(Prompt): When you reach the line containing "position:relative; width:1085px; height:1670px;", stop after it; until then, copy each line of the listing exactly, starting with the first.
*** Opening of Data supplied ***
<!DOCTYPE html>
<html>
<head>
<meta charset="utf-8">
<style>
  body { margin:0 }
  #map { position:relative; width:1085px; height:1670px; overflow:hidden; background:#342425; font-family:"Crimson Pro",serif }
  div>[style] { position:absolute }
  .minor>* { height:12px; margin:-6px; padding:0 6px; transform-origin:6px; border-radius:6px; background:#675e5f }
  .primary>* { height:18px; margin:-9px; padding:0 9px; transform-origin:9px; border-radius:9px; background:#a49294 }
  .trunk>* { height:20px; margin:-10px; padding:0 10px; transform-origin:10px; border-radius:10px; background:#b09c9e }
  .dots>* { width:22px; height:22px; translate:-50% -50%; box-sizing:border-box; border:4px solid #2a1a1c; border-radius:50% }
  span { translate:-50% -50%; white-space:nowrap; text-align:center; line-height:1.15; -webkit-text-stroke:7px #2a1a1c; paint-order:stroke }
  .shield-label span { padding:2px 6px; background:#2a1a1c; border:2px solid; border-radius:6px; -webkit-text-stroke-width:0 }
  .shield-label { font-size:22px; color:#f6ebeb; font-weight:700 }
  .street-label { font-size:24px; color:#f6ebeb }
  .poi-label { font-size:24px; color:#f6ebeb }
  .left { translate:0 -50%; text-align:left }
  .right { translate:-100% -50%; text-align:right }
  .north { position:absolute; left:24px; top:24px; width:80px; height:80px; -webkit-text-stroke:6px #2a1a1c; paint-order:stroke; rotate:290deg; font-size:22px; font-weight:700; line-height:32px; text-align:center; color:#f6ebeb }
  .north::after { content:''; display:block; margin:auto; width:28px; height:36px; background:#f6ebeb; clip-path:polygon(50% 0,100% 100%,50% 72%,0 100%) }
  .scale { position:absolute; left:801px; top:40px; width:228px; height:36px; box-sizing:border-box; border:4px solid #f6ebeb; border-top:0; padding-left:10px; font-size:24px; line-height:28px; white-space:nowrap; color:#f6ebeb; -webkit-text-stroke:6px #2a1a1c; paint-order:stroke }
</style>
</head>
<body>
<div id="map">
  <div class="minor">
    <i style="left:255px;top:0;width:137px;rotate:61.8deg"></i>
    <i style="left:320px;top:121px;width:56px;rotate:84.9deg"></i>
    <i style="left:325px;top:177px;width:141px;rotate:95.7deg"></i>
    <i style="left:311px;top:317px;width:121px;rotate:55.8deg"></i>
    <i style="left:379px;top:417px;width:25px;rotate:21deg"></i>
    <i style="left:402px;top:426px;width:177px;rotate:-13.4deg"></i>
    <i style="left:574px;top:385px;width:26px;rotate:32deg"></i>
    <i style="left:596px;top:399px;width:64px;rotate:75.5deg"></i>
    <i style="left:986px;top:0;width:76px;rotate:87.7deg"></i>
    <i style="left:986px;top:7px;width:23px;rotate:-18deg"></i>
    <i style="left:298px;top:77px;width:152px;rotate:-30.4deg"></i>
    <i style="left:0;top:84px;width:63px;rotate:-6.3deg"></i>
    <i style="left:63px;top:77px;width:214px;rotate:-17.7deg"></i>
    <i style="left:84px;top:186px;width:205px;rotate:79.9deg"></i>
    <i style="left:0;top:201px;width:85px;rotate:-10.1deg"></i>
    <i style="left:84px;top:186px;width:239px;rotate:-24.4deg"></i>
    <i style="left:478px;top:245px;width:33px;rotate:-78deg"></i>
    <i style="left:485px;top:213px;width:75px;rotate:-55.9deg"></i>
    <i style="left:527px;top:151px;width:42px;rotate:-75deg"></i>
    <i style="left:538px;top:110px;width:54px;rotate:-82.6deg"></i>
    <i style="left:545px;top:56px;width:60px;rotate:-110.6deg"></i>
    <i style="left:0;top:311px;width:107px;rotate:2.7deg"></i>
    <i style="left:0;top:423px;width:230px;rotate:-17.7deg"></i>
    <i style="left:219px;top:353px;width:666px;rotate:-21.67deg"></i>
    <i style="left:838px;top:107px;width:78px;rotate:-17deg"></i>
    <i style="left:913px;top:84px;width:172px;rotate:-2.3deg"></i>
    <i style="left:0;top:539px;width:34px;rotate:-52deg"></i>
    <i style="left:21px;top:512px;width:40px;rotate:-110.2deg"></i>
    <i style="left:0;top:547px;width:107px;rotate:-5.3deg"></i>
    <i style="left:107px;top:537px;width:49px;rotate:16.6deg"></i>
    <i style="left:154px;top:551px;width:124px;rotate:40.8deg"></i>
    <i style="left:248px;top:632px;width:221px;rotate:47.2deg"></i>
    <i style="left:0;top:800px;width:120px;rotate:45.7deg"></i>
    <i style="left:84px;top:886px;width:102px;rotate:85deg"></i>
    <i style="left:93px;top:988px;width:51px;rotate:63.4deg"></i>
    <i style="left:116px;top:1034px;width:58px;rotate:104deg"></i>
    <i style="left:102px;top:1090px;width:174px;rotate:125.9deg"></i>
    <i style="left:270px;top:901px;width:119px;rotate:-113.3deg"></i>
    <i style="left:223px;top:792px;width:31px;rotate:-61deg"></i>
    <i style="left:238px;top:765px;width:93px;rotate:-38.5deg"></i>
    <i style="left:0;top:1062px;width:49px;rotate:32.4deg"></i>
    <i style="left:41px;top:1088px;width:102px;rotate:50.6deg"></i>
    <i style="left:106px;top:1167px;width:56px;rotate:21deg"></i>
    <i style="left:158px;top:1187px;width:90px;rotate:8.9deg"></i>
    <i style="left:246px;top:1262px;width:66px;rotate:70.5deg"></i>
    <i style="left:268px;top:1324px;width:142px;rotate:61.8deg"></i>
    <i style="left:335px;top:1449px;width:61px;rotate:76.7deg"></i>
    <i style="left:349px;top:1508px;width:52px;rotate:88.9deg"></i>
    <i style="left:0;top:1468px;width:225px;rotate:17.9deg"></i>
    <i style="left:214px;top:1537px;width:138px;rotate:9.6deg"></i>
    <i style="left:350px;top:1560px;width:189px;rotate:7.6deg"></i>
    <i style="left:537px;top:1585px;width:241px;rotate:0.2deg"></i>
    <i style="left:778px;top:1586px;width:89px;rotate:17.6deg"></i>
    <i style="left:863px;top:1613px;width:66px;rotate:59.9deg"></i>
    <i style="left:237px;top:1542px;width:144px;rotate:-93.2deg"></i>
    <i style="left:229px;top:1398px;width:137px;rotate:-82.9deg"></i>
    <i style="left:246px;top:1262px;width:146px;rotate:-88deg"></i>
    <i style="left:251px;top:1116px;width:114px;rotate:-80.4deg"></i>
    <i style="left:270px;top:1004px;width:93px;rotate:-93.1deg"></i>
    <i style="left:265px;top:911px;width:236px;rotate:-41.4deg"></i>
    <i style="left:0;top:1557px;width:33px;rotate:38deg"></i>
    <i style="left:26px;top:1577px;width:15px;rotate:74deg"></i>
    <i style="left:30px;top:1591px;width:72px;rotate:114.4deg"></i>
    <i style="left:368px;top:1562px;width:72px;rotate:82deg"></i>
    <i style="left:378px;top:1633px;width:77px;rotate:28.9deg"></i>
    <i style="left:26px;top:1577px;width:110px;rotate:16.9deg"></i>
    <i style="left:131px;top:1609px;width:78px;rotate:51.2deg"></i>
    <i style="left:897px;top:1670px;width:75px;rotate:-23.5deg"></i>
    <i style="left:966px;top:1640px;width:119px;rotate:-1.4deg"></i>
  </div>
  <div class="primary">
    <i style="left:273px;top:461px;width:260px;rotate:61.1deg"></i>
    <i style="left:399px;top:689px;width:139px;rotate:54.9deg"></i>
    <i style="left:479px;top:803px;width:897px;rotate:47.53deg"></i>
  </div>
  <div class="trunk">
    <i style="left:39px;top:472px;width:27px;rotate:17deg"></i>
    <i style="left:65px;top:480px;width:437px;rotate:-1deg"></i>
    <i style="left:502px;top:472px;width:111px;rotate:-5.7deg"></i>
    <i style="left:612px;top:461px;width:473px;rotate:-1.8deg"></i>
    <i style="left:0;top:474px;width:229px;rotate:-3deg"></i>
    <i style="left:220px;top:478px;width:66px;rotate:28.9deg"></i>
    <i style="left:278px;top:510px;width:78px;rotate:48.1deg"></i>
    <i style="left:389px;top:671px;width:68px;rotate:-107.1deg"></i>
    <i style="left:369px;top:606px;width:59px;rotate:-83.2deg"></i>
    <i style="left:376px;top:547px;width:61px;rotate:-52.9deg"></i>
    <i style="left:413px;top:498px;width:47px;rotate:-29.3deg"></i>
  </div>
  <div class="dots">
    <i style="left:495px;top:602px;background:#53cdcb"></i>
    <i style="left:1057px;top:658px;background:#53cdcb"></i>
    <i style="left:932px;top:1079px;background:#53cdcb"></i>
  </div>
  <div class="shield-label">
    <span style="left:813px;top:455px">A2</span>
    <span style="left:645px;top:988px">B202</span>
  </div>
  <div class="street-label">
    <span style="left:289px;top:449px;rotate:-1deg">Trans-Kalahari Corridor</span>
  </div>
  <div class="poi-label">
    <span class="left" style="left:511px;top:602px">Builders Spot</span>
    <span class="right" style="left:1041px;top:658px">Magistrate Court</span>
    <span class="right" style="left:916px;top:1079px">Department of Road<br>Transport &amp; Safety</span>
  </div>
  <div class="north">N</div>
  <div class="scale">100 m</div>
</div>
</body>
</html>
*** Close of Data supplied ***
(Response area):
<!DOCTYPE html>
<html>
<head>
<meta charset="utf-8">
<style>
  body { margin:0 }
  #map { position:relative; width:1085px; height:1670px; overflow:hidden; background:#342425; font-family:"Crimson Pro",serif }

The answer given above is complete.